Increased thyroid-stimulating hormone (TSH) levels due to lenvatinib treatment in patients with radioactive iodine 131 (¹³¹I)-refractory differentiated thyroid cancer (DTC) were not associated with differences in overall safety, efficacy, or lenvatinib exposure, based on measurement of worst postbaseline TSH levels.

Steven I. Sherman, MD, University of Texas MD Anderson Cancer Center, Houston, Texas, USA, presented data from an exploratory analysis of the SELECT trial [Schlumberger M et al. N Engl J Med. 2015], a randomized phase 3 trial of lenvatinib in ¹³¹I-refractory DTC demonstrating significantly improved progression-free survival (PFS) and response rates compared with placebo. The purpose of this exploratory analysis was to evaluate the effect of thyroid abnormalities on the outcomes observed in the SELECT trial.

Lenvatinib is a tyrosine kinase inhibitor that targets vascular endothelial growth factor receptors 1 through 3, fibroblast growth factor receptors 1 through 4, platelet-derived growth factor receptor α, ret proto-oncogenes, and stem-cell receptors [Okamoto K et al. Cancer Lett. 2013; Matsui J et al. Int J Cancer. 2008]. A common side effect of tyrosine kinase inhibitors with multiple targets is hypothyroidism [Rini B et al. J Natl Cancer Inst. 2007] and exacerbation of postsurgical hypothyroidism [Brose MS et al. Lancet. 2014; Elisei R et al. J Clin Oncol. 2013], which may be associated with response to therapy [Kust D et al. Anticancer Res. 2014; Schmidinger M et al. Cancer. 2011].

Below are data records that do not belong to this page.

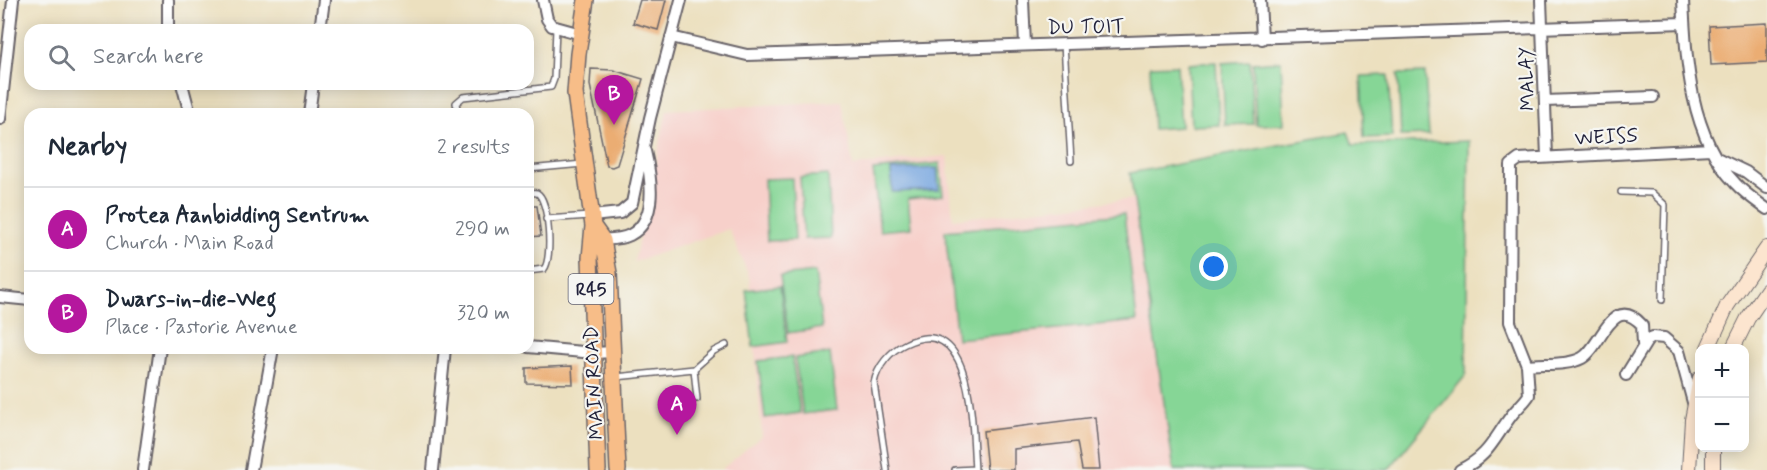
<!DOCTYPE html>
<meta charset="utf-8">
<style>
:root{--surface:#fff;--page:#f2f2f3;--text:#1f2937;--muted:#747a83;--line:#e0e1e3;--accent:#b5179e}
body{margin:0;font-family:Mynerve,sans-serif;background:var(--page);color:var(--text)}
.controls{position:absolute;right:18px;bottom:18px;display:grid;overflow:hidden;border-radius:12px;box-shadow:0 3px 15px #0003}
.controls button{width:54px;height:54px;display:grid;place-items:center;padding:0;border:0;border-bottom:2px solid var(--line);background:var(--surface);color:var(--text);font:30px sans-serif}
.you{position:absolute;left:1214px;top:267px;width:21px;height:21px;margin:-15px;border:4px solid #fff;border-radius:50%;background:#1a73e8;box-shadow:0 0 0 9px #1a73e833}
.badge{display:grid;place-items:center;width:39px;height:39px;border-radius:50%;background:var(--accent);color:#fff;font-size:20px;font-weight:700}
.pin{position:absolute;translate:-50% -50px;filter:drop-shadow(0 2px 3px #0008)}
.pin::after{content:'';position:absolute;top:32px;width:21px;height:18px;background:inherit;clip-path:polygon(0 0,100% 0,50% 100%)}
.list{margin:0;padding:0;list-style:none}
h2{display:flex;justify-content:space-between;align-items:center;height:78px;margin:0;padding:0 24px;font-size:26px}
h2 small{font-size:20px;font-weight:400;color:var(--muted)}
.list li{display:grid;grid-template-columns:39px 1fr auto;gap:18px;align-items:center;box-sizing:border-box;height:84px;padding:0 24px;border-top:2px solid var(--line)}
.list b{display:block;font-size:22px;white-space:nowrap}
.list p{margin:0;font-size:20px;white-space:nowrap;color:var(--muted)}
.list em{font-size:20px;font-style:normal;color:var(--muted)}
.icon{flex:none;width:33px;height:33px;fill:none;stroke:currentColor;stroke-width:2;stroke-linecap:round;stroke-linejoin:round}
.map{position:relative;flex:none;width:1767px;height:470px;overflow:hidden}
.search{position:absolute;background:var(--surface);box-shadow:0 3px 15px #0003;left:24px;top:24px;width:510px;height:66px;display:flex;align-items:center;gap:15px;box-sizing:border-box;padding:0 21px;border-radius:18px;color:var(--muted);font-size:22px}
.panel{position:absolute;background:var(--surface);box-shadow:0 3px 15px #0003;left:24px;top:108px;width:510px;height:246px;border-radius:18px}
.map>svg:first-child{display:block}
.built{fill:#f7d0ca}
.green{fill:#86d696;stroke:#547c68;stroke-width:1.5}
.water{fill:#75a4df;stroke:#4c638d;stroke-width:1.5}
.building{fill:#ebad73}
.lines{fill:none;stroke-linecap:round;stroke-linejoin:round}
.lane-casing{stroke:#696469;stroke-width:8}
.street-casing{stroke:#696469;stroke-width:14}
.secondary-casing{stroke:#696469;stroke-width:16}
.primary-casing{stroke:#696469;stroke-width:18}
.lane{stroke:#fff;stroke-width:5}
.street{stroke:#fff;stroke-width:10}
.secondary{stroke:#fce5cf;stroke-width:14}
.primary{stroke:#f7bd88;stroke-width:15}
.labels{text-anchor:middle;stroke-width:4.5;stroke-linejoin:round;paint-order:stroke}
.shield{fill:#f6f6f2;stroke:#626272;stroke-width:1.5}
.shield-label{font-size:18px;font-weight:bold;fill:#22223b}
.street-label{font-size:20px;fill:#22223b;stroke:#f6f6f2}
</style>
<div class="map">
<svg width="1767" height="470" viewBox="0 0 1767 470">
<rect width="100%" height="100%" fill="#f6f6f2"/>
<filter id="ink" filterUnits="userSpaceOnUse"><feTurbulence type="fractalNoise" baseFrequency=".0167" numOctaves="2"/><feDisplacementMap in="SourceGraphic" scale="12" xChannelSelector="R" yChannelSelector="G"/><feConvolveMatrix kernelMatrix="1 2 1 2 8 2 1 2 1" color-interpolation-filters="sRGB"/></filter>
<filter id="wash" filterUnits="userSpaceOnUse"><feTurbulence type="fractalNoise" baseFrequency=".008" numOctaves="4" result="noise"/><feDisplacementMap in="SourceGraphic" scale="24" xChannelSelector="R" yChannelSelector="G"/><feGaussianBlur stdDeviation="1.35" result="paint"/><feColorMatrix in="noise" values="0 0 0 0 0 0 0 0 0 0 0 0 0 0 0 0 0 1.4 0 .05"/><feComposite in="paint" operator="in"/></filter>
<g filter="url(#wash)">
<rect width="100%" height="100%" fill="#ece0bf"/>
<path class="built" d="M 842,101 L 853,166 L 947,156 L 953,219 L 1134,199 L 1175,470 L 721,470 L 762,436 L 749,276 L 729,229 L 634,262 L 667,110 Z"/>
<path class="green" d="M 1250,61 L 1253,124 L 1225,125 L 1222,63 Z
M 1281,61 L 1284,124 L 1256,125 L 1253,63 Z
M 1216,62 L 1219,125 L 1191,126 L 1188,64 Z
M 1177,65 L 1181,127 L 1153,129 L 1150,66 Z
M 1425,73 L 1429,135 L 1401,136 L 1398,74 Z
M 1388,75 L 1392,137 L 1364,138 L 1361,76 Z
M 1348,132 L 1353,145 L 1469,141 L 1466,375 L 1388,470 L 1174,470 L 1130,173 Z
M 940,163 L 943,195 L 908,199 L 911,228 L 880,231 L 873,170 Z
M 828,175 L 831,238 L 804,239 L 800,177 Z
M 792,178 L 795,240 L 767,241 L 764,179 Z
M 1124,214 L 1137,321 L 957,339 L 945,231 Z
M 815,272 L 822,328 L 788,333 L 780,276 Z
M 780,286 L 787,342 L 753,347 L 746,290 Z
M 830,353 L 837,410 L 803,414 L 795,358 Z
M 792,357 L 800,413 L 765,418 L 758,361 Z"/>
<path class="water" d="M 937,168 L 939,190 L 892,192 L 891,170 Z"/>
<g id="blocks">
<path class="building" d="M 640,0 L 666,0 L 658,30 L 633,23 Z
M 1767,23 L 1767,62 L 1711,65 L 1709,26 Z
M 591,69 L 613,70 L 643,79 L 617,165 L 612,167 L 607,166 L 590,85 Z
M 528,206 L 537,206 L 541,236 L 528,237 Z
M 572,366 L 573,384 L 526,383 L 526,368 Z
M 1094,417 L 1099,470 L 1082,470 L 1077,442 L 1014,449 L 1014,470 L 987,470 L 983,431 Z"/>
</g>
</g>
<g filter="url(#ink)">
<use href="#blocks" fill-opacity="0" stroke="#696469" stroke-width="1.5"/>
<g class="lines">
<g class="lane-casing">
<path id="lane" d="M 1064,44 L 1071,161
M 458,114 L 456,103 L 463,97 L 551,87 L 554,79 L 556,28
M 528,169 L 583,164
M 528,192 L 537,193 C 549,199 553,259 544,269 L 528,271
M 1621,192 L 1652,193 L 1665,205 L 1662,300
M 546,219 L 590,216
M 694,369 L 697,399
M 616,377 L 694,369 L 714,351 L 726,345
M 887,470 L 874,383 C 877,367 890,351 905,344 C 975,309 972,430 975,470
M 955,470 L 975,469"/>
</g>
<g class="street-casing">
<path id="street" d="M 168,0 L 168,30
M 543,0 L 547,19 L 552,26 L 581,34
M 1023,0 L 1025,45
M 1260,0 L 1262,39
M 1541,0 L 1547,157
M 1683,0 C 1686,61 1690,136 1735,183 C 1744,193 1756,201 1767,209
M 320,30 L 324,0
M 671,37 L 747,55 L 1684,23
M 182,84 L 190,114
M 1545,101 L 1653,97
M 309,114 L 313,84
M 0,119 L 13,0
M 1717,158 L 1746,172 L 1767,188
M 592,216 L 620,213 L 632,203 L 650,118 L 681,0
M 597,240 C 608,239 620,240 630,235 C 659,220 651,176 645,151
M 0,297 L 30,300
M 528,347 L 594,353 L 613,352
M 1527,365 C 1543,363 1567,366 1582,358 C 1601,348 1612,292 1642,325 L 1643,344
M 1626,375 L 1647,341 L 1653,337 L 1664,338 L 1679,351 L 1694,406
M 143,470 L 160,348
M 251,470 L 273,348
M 433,470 L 445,348
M 1460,470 C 1489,456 1493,440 1511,416 C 1516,409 1524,403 1529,395 L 1527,365 L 1510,322 L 1511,165 L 1519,159 L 1711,149"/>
</g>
<g class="secondary-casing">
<path id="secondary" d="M 1708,348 L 1727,306 L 1767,248
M 1733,348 L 1748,318 L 1767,290
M 1689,470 L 1692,420 L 1700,378
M 1713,470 L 1713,448"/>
</g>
<g class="primary-casing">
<path id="primary" d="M 586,0 L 578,54 L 575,93 L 593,226 L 590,258 L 598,470
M 593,226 L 603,240 L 609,273 L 618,470"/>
</g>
<use href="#lane" class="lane"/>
<use href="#street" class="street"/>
<use href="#secondary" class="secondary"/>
<use href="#primary" class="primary"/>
</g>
</g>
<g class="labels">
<rect class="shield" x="568.5" y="274" width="45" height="30" rx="4.5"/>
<g class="shield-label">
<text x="591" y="295">R45</text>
</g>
<g class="street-label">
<text transform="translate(1086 26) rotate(-1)" y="7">DU TOIT</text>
<text transform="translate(1526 79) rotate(-92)" y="7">MALAY</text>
<text transform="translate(1606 136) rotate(-3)" y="7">WEISS</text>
<text transform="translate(593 383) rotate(-93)" y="7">MAIN ROAD</text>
</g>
</g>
</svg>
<div class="controls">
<button>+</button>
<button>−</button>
</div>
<div class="you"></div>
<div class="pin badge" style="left:677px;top:435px">A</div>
<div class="pin badge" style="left:614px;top:125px">B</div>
<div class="search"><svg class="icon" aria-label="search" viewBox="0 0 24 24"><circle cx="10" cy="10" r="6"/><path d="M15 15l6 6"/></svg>Search here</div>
<section class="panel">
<h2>Nearby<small>2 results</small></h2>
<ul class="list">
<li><span class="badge">A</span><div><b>Protea Aanbidding Sentrum</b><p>Church · Main Road</p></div><em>290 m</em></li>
<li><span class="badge">B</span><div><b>Dwars-in-die-Weg</b><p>Place · Pastorie Avenue</p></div><em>320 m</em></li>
</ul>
</section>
</div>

In the double-blind, phase 3 SELECT trial, 392 adult patients with ¹³¹I-refractory DTC were randomly assigned 2:1 to receive lenvatinib or placebo until disease progression [Schlumberger M et al. N Engl J Med. 2015]. The primary end point was PFS, and the secondary end points were overall response rate, overall survival, and safety. Patients who were assigned to placebo were able to switch to open-label lenvatinib after disease progression. All patients received concomitant thyroid hormone suppression, primarily via levothyroxine.

In this exploratory analysis, patients in the lenvatinib arm experienced higher TSH levels by cycle 1 that peaked by cycle 2 and steadily declined after cycle 4. In contrast, patients in the placebo arm did not experience consistent changes in TSH levels. In the lenvatinib arm, 28.4% of patients experienced worst postbaseline TSH levels > 5.5 mIU/L compared with 6.2% of patients in the placebo arm.

Worst postbaseline TSH levels were not associated with dose modification of lenvatinib, study drug withdrawal, treatment exposure, or lenvatinib-related adverse events. However, lenvatinib-related thyrotoxicosis and exacerbation of hypothyroidism occurred primarily in patients who had worst postbaseline TSH levels > 5.0 mIU/L. In addition, QTc prolongation occurred more frequently in patients who had worst postbaseline TSH levels of > 5.0 mIU/L (12.5%) compared with patients who had worst postbaseline TSH levels of > 0.5 to 5.0 mIU/L (6.4%) or ≤ 0.5 mIU/L (4%). PFS, overall survival, and overall response rate were not significantly different among the worst postbaseline TSH level categories.

Dr Sherman indicated that the data from this exploratory analysis of the SELECT trial suggest that there is no association between worst postbaseline TSH levels on overall lenvatinib safety or efficacy, as well as lenvatinib exposure. In addition, although increased TSH levels occurred frequently, it was not known if the rise was a result of lenvatinib or modification of TSH-suppression therapy because of patient intolerance to TSH suppression. Dr Sherman stated that a longitudinal analysis of TSH levels may be warranted and could provide further information than this single–time point analysis.